Spain is bracing itself for an unprecedented challenge to its territorial unity as the Catalan regional government stages an independence referendum that has been suspended by the country’s constitutional court and dealt a series of devastating blows by the central government in Madrid. The pro-sovereignty administration of Catalan president Carles Puigdemont says that as many as 5.3 million people are eligible to vote in the unilateral poll and has vowed to declare independence within 48 hours of a victory for the yes campaign. But the Spanish authorities, which have ruled Sunday’s referendum illegal and unconstitutional, insist that the vote will not take place.

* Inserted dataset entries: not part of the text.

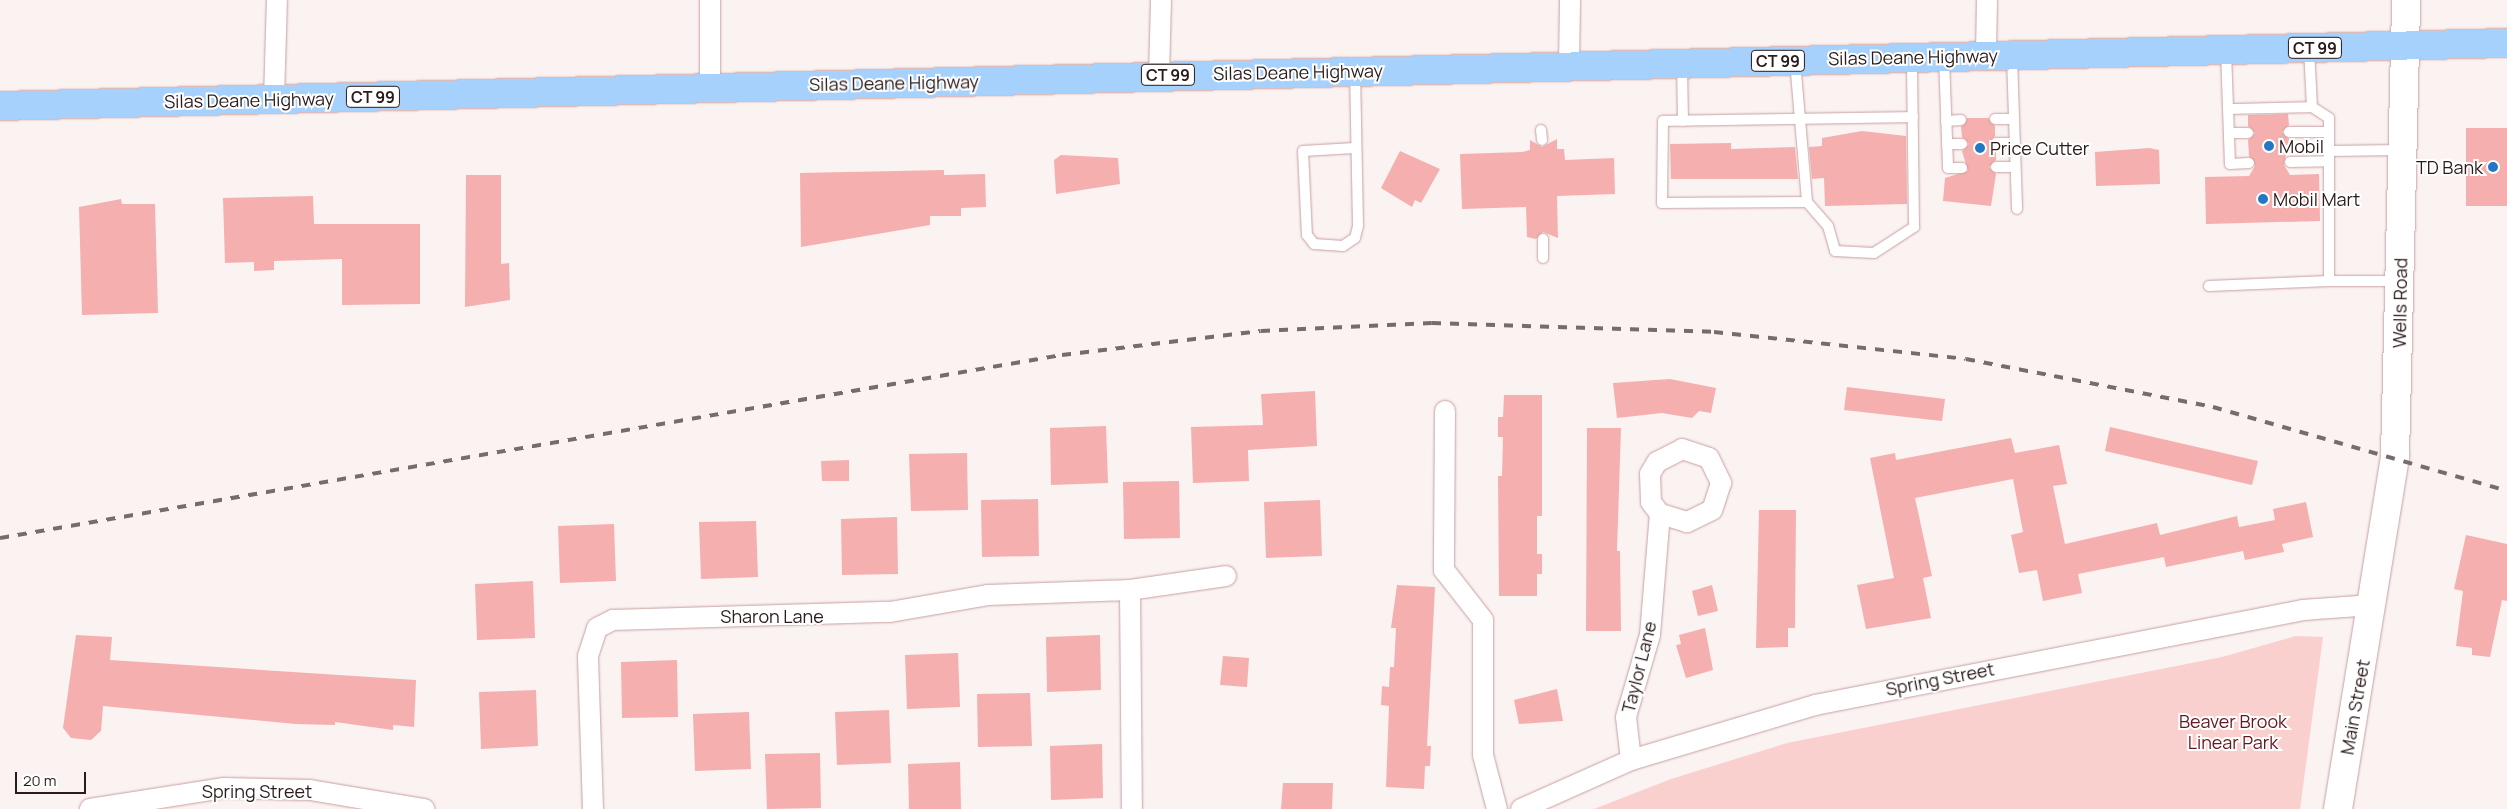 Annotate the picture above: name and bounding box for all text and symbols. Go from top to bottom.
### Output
road number: CT 99 [2288,34,2342,62]
street label: Silas Deane Highway [1828,45,1998,69]
road number: CT 99 [1750,48,1806,74]
street label: Silas Deane Highway [1213,60,1383,84]
road number: CT 99 [1140,62,1196,88]
street label: Silas Deane Highway [809,71,979,95]
road number: CT 99 [346,84,400,110]
street label: Silas Deane Highway [164,88,334,112]
place label: Mobil [2279,135,2324,157]
place label: Price Cutter [1990,137,2089,159]
marker: Mobil [2263,140,2275,152]
marker: Price Cutter [1974,142,1986,154]
place label: TD Bank [2416,156,2483,178]
marker: TD Bank [2487,161,2499,173]
place label: Mobil Mart [2273,188,2360,210]
marker: Mobil Mart [2257,193,2269,205]
street label: Wells Road [2388,258,2412,348]
street label: Sharon Lane [720,605,824,627]
street label: Taylor Lane [1617,619,1661,715]
street label: Spring Street [1884,658,1996,700]
street label: Main Street [2336,658,2374,756]
park label: Beaver Brook Linear Park [2179,711,2287,754]
scale bar [18,762,89,794]
text: 20 m [23,770,56,791]
street label: Spring Street [202,780,312,802] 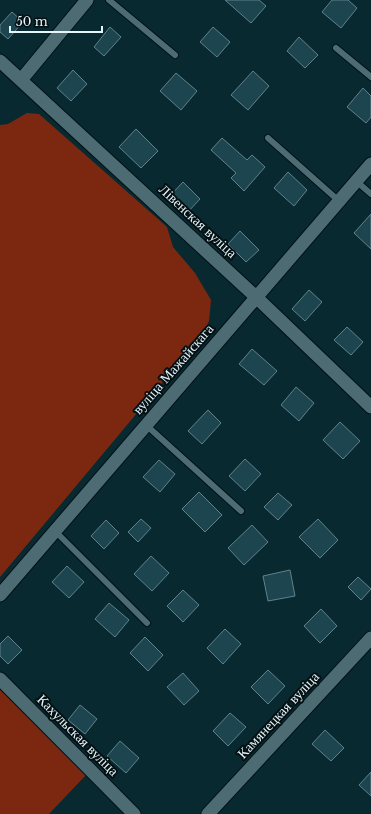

After a tumultuous 10 days that have seen Catalan government officials arrested, referendum websites blocked and millions of ballot papers seized, the Spanish government said it was confident it had dismantled the electoral apparatus.
On Saturday, Enric Millo, Madrid’s most senior representative in Catalonia, announced that police had sealed off 1,300 of the region’s 2,315 polling stations, while Guardia Civil officers acting on a judge’s orders had searched the HQ of the Catalan technology and communications centre, disabling the software connecting polling stations and shutting down online voting applications.
“These last-minute operations have allowed us to very definitively break up any possibility of the Catalan government delivering what it promised: a binding, effective referendum with legal guarantees,” he said.
“That’s what the Catalan government had promised to deliver on 1 October. Today, we can assure people that it will not go ahead.”